Dans le cadre d’une grande enquête nationale sur le bonheur, l’Université de Gand et la société d’assurance NN Group ont interrogé les Belges sur leur satisfaction dans la vie. Sur une échelle de 0 à 10, la vie a été mesurée de la pire à la meilleure possible. Ainsi, sur un échantillon de 1 600 Belges sélectionnés, plus d’un Belge sur trois a répondu qu’il était très heureux (avec un vote au-dessus de 8), contre un total de 28% des Belges qui disent ne pas être satisfaits de leur vie (avec une vote en dessous de 5). Mais ce qui ressort de l’enquête, c’est que le soleil brille davantage pour les seniors belges que pour la Génération X (entre 35 et 49 ans).

© Enquête nationale du Bonheur 2018 / NN.

Les chercheurs ont basé leur étude selon différents domaines tel que l’argent, les relations, l’activité, l’environnement et la santé. D’après le professeur Dr. Lieven Annemans, professeur en économie de la santé à la Faculté de Médecine de l’Université de Gand, si les papys et les mamys sont les plus épanouis, c’est parce qu’ils sont satisfaits dans nombre de ces domaines : « Les personnes de plus de soixante ans ont de meilleures conditions de logement, une meilleure santé et ont construit de meilleures relations ». Une stabilité qui reste essentielle au bonheur, même si « toutes les personnes âgées ne sont pas forcément heureuses », rappelle-t-il.

Les 3B

Pour évaluer le bonheur des citoyens belges, l’enquête s’est concentrée sur les « 3B » du bonheur, autrement appelés les « trois besoins » : le besoin d’autonomie, le besoin d’appartenance sociale et le besoin de compétence. Et là encore, les seniors réalisent un meilleur score.
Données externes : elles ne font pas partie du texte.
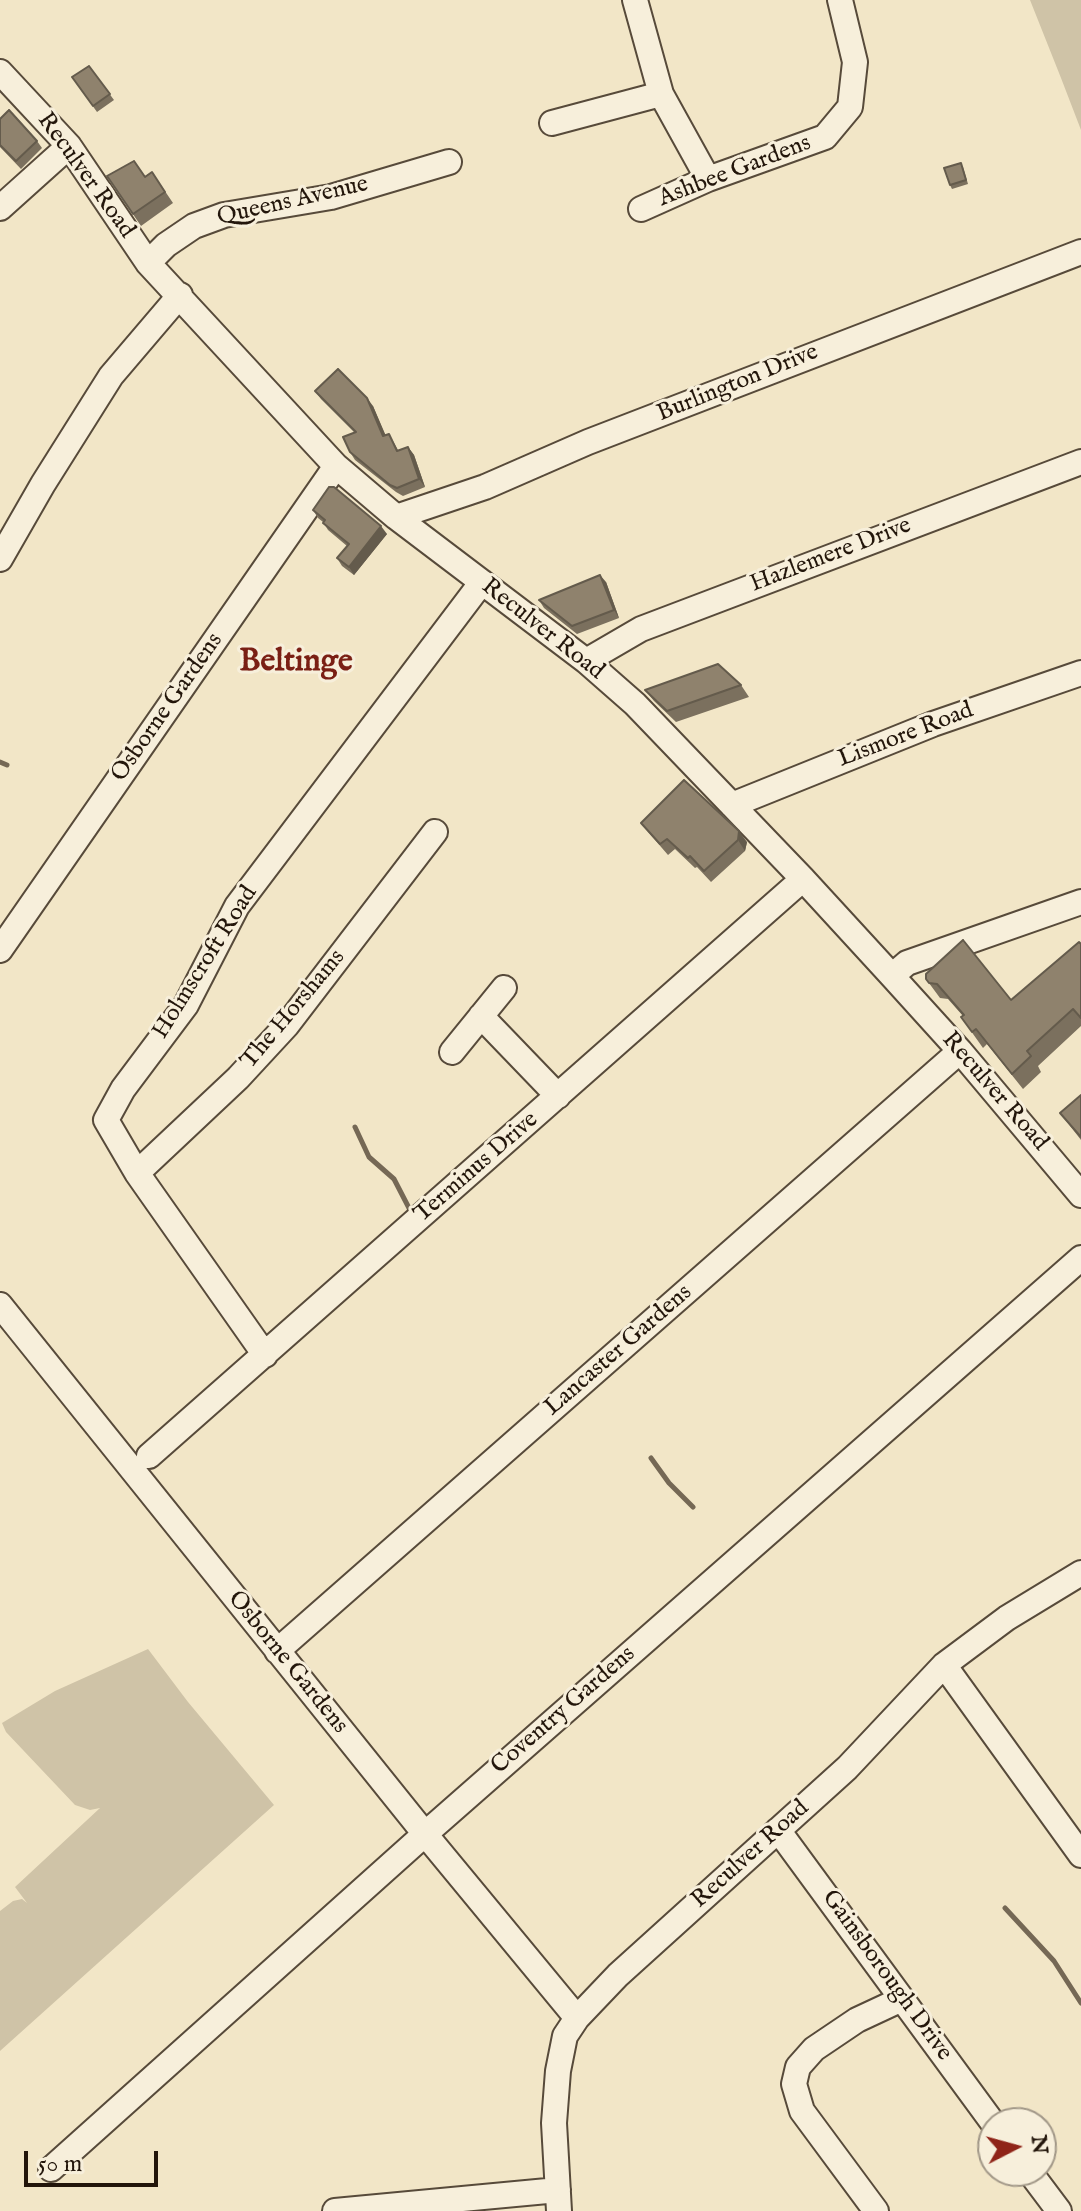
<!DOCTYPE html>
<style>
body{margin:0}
#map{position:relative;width:1081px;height:2211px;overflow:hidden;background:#f2e6c7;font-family:"IM FELL English",serif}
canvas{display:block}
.north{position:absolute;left:977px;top:2107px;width:80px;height:80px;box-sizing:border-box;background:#f7efdb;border:2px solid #a29888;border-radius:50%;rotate:84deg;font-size:22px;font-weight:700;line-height:32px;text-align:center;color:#23160b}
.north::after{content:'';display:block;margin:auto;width:28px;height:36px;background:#8f2418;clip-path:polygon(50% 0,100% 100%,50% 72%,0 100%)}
.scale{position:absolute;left:24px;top:2151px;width:134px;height:36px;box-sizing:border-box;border:4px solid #23160b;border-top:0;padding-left:10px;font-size:24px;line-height:28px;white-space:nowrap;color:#23160b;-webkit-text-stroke:6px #f7efdb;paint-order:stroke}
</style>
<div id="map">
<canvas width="1081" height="2211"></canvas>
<div class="north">N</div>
<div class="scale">50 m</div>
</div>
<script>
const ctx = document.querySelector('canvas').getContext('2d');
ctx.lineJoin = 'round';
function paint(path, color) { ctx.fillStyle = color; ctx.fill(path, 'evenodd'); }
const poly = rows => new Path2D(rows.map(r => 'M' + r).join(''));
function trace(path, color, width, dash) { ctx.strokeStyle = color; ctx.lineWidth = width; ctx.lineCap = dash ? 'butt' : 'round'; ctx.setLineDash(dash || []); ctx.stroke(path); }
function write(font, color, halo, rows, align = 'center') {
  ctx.font = font + ' "IM FELL English",serif'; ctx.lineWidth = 6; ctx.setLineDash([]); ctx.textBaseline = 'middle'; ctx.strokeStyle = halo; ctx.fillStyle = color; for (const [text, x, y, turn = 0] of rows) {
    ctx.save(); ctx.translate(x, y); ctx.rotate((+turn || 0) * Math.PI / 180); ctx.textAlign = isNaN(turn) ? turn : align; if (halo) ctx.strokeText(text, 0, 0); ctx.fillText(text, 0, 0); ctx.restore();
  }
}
paint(poly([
 [1030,0,1081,0,1081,130,1061,78],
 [148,1649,188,1702,274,1805,0,2051,0,1911,13,1901,22,1899,27,1903,15,1887,100,1808,90,1810,75,1805,6,1732,2,1723,55,1691]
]), '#cfc3a7');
trace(poly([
 [0,762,7,765],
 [355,1127,369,1157,394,1179,410,1210],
 [651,1458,669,1483,693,1507],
 [1005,1908,1054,1961,1081,2003]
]), '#756855', 5);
const minor = poly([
 [635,0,661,94,708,179],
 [0,72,69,146,148,263,336,466,396,517,586,661,635,704,803,879,892,976,960,1051,1081,1195],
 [552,123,661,94],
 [0,208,69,146],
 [641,209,708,179,825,137,850,107,855,62,840,0],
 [148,263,166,245,194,226,224,215,331,197,449,162],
 [396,517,485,487,588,442,1081,252],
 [0,559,43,484,111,376,180,295],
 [586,661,641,629,1081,462],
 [732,805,933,724,1081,673],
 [0,950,336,466],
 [892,976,907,963,1081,902],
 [481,1016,558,1096],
 [452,1052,504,988],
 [137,1173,238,1078,287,1025,435,832],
 [0,1305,425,1834,577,2018],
 [265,1355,137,1173,106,1120,123,1089,186,1005,237,906,482,582],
 [149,1456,803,879],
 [277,1651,960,1051],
 [944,1665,1081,1855],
 [778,1830,993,2123],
 [51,2169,425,1834,1081,1258],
 [1029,2171,1059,2211],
 [335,2211,558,2190],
 [559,2211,554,2123,558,2071,565,2036,577,2018,618,1975,847,1768,944,1665,1007,1618,1081,1573],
 [876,2211,802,2111,794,2084,798,2067,814,2049,857,2020,902,1999]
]);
trace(minor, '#574a3a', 28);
trace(minor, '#f7efdb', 24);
paint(poly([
 [89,66,114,100,97,112,72,77],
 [0,119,37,141,42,148,21,169,0,147],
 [963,167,968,184,952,189,950,185],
 [152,172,173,203,141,226,107,176,145,176],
 [315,391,373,406,385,435,389,434,398,450,408,447,414,455,425,487,403,496,396,492,355,460,350,452,354,432,321,399],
 [313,510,387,534,354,575,342,566,337,558,347,546,328,530,323,522,318,518],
 [606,582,619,618,577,634,544,608,539,600],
 [741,685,749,697,676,722,654,701,645,690],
 [641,823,747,842,745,851,711,882,697,867,695,868,675,849,668,855,649,833],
 [1081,944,1081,1026,1038,1066,1041,1072,1023,1089,987,1044,983,1048,961,1017,963,1016,948,999,940,998,926,979,1011,1000],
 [1081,1095,1081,1140,1060,1113]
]), '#7b705e');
paint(poly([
 [367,398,373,406,389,443,383,436],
 [408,447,414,455,425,487,419,479],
 [381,526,387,534,354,575,349,567],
 [600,575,606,582,619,618,614,610],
 [739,831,747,842,745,851,738,840]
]), '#645b4c');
const building = poly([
 [89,66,110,94,93,106,72,77,89,66],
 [9,110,37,141,16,161,0,145,0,119,9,110],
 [134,161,145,177,152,172,165,192,133,214,107,176,134,161],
 [961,163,966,180,950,185,944,168,961,163],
 [338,369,367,398,383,436,389,434,397,451,408,447,419,479,397,488,390,485,350,452,343,437,356,432,315,391,338,369],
 [329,487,334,487,381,526,349,567,337,558,349,544,323,523,325,520,313,510,329,487],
 [600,575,614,610,572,626,539,600,600,575],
 [718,664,741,685,667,711,645,690,718,664],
 [684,780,739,831,738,840,704,871,690,856,688,858,667,839,660,844,641,823,684,780],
 [963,940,1011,1000,1079,942,1081,944,1081,1018,1073,1009,1027,1051,1031,1056,1012,1074,976,1029,972,1032,961,1017,964,1015,937,984,929,983,926,979,926,974,963,940],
 [1081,1095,1081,1137,1060,1113,1081,1095]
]);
paint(building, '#8f826d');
trace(building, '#645b4c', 2);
write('24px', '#23160b', '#f7efdb', [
 ["Ashbee Gardens",735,172,-21],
 ["Reculver Road",85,176,54],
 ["Queens Avenue",293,202,-13],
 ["Burlington Drive",738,384,-22],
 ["Hazlemere Drive",831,556,-21],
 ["Reculver Road",542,630,38],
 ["Osborne Gardens",168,708,-55],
 ["Lismore Road",906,736,-21],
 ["Holmscroft Road",206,963,-58],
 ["The Horshams",294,1010,-50],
 ["Reculver Road",994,1092,49],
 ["Terminus Drive",477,1168,-41],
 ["Lancaster Gardens",619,1351,-41],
 ["Osborne Gardens",287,1663,51],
 ["Coventry Gardens",564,1711,-41],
 ["Reculver Road",751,1855,-42],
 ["Gainsborough Drive",886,1976,54]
]);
write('bold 32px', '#7a1f14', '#f7efdb', [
 ["Beltinge",296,663]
]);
</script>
Lire aussi > La ligue des optimistes belges ne veut que votre bonheur

Concernant l’autonomie, « les personnes âgées sont installées dans la vie », explique Sylvie Loumaye, psychologue sexologue. Contrairement aux jeunes qui traversent une période « durant laquelle on fait face à de nombreux soucis. Il y a le défi de satisfaire l’employeur, tout en étant un parent, ainsi qu’un conjoint… ». Un « Oh papy day » qui s’expliquerait donc par une plus grande liberté : « Aujourd’hui, la personne de soixante ans jouit plus souvent qu’auparavant d’une bonne santé tout en ayant une charge mentale familiale généralement moindre », poursuit Sylvie Loumaye. Des propos qu’approuve la coach de vie Cynthia Ghysels, qui considère que « les seniors sont plus indulgents et se focalisent sur ce qu’ils veulent vraiment dans la vie ».

Selon le professeur Annemans, « la solitude joue aussi un rôle important dans le bonheur ». Selon la croyance commune, les seniors sont souvent seuls et ne reçoivent que très rarement de la visite. Et pourtant, si 27% de la population de plus de septante ans souffre en effet de solitude, l’enquête dévoile que la génération des 30-40 ans pourrait être bien plus seule qu’on ne l’imagine. « Les jeunes générations ont le sentiment de devoir mettre un masque à l’extérieur », explique le professeur Annemans. « Chez les personnes âgées, tout est question de sélection sociale. Elles ont mieux choisi leurs relations ».

Money, money, money

On le sait, l’argent aussi fait le bonheur en Belgique. Surtout la bonne gestion des finances : « Ce qui nous rend heureux, c’est pouvoir avec une vue d’ensemble sur nos revenus et faire l’effort de l’administration financière. Et surtout, pouvoir consacrer son argent à ce qui est important pour nous », explique Sylvie Loumaye. Un système qu’ont bien compris les seniors, qui « se sentent plus satisfaits avec leurs situation financière », déclare Lieven Annemans.

Lire aussi > 1 Belge sur 3 préfère l’argent plutôt que l’amour

Pourtant, « si une vie sans soucis financiers procure stabilité et tranquillité, à partir de 2 500 euros, avoir plus d’argent ne fait plus le bonheur ». D’après le spécialiste, cela peut s’expliquer par le fait qu’avoir beaucoup d’argent, mais ne pas parvenir à en générer davantage peut créer une frustration… qui impacte sur le bien-être.

Ces chiffres sont le constat d’une première partie de l’Enquête nationale du Bonheur. En juin prochain, l’impact de l’enseignement et de l’éducation sur le bonheur des Belges seront notamment étudiés. « Les chiffres indiquent que les gens qui ont subi une forme de harcèlement dans leur jeunesse sont plus malheureux », a d’ores et déjà dévoilé le professeur Annemans.